Primal-Dual Spectral Representation for Off-policy Evaluation
Yang Hu, Tianyi Chen, Na Li, Kai Wang, Bo Dai
TL;DR
The paper tackles off-policy evaluation in offline RL by removing the non-convex saddle-point optimization typical of DICE estimators through a novel primal-dual spectral representation of the transition operator. This representation yields linear, convex-concave formulations for the Q-function and stationary density-ratio, enabling SpectralDICE to efficiently leverage historical data with unknown behavior policies. A rigorous sample complexity guarantee accompanies the method, and empirical results on diverse benchmarks show faster convergence and lower OPE error compared with baselines like BestDICE, particularly in challenging settings.
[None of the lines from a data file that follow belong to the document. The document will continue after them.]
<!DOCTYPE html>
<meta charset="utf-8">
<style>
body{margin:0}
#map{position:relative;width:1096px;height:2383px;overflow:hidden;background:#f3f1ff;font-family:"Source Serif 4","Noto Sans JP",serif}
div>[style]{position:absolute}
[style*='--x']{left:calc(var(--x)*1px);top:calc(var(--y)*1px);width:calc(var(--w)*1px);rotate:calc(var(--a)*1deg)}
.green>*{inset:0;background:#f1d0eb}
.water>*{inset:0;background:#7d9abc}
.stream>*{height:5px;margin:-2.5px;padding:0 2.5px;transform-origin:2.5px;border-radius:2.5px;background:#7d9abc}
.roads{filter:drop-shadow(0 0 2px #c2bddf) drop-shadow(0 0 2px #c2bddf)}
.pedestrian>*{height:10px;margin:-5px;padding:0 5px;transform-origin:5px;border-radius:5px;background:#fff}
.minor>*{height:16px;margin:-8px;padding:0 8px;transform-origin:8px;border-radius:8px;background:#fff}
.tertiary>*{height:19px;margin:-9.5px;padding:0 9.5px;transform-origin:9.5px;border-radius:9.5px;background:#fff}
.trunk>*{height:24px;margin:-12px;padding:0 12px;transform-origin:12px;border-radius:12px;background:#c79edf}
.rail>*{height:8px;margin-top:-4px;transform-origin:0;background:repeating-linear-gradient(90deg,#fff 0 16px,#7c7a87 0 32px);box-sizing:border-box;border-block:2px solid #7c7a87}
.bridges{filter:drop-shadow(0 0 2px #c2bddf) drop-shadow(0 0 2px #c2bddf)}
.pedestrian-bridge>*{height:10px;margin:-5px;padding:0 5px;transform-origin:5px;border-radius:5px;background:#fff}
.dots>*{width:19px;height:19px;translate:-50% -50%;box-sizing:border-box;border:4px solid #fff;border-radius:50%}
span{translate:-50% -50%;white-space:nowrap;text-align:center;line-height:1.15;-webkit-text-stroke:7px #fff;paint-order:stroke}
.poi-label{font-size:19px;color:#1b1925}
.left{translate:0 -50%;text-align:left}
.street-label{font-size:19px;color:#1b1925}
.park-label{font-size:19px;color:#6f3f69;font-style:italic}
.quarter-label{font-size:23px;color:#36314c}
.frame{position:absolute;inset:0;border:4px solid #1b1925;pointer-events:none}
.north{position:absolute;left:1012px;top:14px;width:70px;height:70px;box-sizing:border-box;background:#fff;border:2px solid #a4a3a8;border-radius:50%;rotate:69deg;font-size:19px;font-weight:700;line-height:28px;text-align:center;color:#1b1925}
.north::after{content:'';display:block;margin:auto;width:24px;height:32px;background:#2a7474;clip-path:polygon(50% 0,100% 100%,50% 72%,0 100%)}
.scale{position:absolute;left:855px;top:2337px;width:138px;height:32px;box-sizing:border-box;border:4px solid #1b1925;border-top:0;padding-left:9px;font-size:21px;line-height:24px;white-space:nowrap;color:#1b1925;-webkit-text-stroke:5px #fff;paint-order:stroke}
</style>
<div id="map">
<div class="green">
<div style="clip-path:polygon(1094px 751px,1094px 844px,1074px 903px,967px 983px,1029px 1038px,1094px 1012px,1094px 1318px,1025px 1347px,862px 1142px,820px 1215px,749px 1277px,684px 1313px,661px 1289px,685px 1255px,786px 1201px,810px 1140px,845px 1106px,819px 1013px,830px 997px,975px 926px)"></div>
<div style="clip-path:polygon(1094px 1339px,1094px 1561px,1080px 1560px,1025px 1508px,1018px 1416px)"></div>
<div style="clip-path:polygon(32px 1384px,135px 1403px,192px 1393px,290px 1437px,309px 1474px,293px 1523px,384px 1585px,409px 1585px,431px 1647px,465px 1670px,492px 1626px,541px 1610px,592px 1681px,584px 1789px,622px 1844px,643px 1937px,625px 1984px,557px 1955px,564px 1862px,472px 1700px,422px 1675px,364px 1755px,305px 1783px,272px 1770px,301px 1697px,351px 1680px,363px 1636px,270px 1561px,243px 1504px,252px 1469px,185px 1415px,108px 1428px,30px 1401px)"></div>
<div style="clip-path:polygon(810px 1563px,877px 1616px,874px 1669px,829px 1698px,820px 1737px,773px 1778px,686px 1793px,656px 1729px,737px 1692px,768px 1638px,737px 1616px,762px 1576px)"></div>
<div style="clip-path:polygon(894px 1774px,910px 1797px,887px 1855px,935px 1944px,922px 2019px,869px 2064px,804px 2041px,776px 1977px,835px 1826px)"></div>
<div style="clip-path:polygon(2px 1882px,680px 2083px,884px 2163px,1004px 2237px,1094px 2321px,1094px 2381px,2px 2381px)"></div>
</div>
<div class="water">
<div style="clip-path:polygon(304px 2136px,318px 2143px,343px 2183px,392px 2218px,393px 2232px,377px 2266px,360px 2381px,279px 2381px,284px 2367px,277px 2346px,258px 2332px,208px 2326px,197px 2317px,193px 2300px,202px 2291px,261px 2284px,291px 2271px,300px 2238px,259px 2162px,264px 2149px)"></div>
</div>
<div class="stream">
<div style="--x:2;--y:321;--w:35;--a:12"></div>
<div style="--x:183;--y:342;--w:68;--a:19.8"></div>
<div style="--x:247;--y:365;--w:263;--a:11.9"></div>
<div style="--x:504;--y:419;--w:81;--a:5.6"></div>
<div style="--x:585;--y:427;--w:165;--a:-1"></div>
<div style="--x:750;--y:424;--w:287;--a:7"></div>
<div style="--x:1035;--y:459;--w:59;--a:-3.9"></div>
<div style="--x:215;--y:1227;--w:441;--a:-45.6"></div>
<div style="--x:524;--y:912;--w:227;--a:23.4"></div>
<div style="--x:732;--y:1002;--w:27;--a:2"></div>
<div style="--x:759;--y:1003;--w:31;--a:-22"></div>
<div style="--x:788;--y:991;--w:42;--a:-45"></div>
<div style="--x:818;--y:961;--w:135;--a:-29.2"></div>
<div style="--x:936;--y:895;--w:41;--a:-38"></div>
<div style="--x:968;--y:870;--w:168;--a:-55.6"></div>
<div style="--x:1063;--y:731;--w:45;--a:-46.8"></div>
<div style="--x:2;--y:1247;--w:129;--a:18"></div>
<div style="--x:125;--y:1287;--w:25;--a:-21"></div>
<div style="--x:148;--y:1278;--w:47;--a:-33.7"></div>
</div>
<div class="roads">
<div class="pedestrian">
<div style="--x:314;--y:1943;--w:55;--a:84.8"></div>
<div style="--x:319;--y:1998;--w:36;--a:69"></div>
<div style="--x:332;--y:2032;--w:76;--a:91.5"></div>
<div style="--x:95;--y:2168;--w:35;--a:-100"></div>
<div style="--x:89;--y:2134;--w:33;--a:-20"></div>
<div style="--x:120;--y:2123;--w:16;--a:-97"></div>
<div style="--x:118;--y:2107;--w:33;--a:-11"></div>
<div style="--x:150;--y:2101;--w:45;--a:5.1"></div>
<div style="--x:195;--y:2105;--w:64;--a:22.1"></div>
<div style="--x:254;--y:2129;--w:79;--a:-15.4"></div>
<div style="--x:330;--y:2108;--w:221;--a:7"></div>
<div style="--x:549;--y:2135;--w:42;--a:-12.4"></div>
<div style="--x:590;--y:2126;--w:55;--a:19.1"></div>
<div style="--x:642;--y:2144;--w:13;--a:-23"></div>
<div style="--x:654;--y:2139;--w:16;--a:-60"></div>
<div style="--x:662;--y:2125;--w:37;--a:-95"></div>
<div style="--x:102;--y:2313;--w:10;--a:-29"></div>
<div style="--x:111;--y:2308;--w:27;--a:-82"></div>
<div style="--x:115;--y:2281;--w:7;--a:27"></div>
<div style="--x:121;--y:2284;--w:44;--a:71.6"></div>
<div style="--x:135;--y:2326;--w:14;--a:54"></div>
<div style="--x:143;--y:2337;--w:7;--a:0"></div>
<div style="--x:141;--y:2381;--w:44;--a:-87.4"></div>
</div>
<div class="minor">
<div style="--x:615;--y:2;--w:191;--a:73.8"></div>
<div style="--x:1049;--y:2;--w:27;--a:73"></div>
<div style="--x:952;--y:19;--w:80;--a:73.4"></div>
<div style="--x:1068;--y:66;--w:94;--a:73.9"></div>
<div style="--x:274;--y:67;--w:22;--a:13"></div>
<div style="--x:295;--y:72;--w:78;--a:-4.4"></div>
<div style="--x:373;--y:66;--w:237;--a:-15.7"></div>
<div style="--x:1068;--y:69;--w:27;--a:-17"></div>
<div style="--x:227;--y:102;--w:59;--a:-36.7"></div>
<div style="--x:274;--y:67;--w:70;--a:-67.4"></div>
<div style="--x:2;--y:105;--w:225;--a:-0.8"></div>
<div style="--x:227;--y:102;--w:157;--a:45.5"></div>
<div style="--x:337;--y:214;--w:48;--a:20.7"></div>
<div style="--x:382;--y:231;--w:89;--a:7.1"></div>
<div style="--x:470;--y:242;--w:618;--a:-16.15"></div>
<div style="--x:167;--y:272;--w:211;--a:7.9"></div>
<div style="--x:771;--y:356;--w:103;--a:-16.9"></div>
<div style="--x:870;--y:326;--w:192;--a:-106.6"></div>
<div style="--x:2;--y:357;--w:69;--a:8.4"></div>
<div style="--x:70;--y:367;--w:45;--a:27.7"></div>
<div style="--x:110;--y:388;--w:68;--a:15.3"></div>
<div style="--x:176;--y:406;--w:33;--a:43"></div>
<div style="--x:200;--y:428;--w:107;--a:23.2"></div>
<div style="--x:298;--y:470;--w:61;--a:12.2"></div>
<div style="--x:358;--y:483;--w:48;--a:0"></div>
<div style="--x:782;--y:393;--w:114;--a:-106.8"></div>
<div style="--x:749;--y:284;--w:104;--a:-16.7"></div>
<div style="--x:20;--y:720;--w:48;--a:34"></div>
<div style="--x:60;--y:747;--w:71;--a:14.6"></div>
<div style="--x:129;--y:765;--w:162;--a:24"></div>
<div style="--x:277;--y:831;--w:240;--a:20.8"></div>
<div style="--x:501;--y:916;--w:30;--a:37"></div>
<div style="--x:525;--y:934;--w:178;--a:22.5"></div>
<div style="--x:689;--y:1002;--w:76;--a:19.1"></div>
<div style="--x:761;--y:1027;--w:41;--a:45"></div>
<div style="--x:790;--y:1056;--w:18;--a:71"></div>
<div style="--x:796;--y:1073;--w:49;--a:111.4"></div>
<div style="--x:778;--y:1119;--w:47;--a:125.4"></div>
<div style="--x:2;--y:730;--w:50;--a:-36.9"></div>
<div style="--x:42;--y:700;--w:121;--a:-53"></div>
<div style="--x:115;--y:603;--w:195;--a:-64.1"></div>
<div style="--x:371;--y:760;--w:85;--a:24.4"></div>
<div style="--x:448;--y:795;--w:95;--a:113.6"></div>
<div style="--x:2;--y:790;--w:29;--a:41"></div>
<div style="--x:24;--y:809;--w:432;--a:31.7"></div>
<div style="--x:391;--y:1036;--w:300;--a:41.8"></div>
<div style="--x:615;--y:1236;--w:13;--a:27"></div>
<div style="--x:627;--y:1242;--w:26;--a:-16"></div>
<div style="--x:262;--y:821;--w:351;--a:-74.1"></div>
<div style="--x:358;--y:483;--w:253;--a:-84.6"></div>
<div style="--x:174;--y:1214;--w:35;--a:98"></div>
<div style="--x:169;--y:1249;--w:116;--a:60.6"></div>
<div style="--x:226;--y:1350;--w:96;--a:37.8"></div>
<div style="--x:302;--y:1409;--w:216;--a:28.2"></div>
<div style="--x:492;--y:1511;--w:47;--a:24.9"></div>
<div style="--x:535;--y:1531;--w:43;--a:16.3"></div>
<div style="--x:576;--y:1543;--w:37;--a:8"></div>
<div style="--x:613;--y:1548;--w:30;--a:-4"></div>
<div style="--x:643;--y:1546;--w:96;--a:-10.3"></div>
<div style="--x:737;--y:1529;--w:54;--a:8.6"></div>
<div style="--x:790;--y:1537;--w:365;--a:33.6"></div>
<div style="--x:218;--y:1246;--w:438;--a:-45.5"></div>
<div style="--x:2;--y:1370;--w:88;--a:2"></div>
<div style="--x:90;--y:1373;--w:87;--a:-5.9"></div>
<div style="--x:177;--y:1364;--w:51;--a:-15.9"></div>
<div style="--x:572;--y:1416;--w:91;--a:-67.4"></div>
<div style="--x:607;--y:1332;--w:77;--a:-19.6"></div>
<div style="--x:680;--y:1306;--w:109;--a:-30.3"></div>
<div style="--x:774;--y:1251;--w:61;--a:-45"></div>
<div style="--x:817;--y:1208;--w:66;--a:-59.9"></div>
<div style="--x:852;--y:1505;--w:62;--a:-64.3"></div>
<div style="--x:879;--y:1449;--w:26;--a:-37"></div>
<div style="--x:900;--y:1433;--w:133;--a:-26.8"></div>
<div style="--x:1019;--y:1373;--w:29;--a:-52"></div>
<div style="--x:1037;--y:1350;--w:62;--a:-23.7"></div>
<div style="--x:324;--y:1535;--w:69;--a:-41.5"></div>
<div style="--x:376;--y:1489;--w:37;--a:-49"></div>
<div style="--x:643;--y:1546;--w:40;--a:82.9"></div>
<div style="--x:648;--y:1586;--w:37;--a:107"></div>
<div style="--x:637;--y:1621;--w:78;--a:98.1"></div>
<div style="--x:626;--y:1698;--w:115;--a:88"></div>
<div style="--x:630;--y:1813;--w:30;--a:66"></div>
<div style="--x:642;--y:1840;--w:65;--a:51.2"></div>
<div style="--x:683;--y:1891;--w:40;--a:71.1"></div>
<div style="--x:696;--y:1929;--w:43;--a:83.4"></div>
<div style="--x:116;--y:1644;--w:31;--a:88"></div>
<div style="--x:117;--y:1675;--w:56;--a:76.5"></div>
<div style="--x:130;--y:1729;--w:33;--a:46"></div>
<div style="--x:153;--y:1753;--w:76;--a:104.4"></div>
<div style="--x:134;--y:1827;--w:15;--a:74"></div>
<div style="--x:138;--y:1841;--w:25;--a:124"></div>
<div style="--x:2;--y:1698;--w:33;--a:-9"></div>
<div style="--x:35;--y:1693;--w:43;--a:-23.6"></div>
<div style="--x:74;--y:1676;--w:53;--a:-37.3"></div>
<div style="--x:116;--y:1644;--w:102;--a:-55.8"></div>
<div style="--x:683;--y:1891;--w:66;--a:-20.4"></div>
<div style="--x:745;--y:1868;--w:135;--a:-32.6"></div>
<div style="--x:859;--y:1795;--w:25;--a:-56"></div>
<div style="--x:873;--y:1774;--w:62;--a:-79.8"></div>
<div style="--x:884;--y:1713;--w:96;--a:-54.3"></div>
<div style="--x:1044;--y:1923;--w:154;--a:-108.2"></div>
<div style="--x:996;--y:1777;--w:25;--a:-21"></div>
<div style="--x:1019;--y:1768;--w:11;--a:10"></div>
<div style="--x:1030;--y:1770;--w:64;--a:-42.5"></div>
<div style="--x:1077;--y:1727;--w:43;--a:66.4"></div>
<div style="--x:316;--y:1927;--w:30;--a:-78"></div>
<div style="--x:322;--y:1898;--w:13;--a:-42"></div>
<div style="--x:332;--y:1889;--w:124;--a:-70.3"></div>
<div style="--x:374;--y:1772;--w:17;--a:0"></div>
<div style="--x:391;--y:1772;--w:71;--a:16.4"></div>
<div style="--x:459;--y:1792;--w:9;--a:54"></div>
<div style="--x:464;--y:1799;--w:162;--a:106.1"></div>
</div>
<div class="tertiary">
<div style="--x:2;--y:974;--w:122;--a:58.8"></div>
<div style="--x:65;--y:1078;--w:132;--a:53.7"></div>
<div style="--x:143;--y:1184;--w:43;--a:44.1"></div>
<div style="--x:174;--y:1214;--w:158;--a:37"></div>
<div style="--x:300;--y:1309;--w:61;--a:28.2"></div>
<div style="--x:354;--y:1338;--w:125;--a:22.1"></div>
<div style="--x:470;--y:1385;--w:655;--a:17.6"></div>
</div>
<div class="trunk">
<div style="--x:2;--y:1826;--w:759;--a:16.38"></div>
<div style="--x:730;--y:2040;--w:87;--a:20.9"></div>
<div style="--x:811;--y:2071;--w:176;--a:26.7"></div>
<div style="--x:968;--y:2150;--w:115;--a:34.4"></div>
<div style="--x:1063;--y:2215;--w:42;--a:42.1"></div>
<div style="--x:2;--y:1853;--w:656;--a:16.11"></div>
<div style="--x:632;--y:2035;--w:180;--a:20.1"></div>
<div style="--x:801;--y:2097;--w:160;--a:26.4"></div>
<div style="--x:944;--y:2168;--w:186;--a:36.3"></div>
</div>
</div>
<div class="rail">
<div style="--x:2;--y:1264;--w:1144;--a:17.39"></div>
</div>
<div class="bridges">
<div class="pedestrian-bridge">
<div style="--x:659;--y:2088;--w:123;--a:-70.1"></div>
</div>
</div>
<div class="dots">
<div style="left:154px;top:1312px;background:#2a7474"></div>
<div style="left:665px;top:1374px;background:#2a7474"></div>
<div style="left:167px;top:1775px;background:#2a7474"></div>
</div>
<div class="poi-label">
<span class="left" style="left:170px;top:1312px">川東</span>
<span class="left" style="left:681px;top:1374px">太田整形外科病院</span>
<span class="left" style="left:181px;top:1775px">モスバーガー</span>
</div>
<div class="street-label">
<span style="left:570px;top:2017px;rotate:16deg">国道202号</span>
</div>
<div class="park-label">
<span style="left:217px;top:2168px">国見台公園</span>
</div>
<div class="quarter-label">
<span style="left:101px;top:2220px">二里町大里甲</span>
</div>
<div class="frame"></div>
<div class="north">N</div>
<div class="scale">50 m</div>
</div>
The work suggests promising future directions for offline policy optimization and imitation learning using the same primal-dual spectral framework.
Abstract
Off-policy evaluation (OPE) is one of the most fundamental problems in reinforcement learning (RL) to estimate the expected long-term payoff of a given target policy with only experiences from another behavior policy that is potentially unknown. The distribution correction estimation (DICE) family of estimators have advanced the state of the art in OPE by breaking the curse of horizon. However, the major bottleneck of applying DICE estimators lies in the difficulty of solving the saddle-point optimization involved, especially with neural network implementations. In this paper, we tackle this challenge by establishing a linear representation of value function and stationary distribution correction ratio, i.e., primal and dual variables in the DICE framework, using the spectral decomposition of the transition operator. Such primal-dual representation not only bypasses the non-convex non-concave optimization in vanilla DICE, therefore enabling an computational efficient algorithm, but also paves the way for more efficient utilization of historical data. We highlight that our algorithm, SpectralDICE, is the first to leverage the linear representation of primal-dual variables that is both computation and sample efficient, the performance of which is supported by a rigorous theoretical sample complexity guarantee and a thorough empirical evaluation on various benchmarks.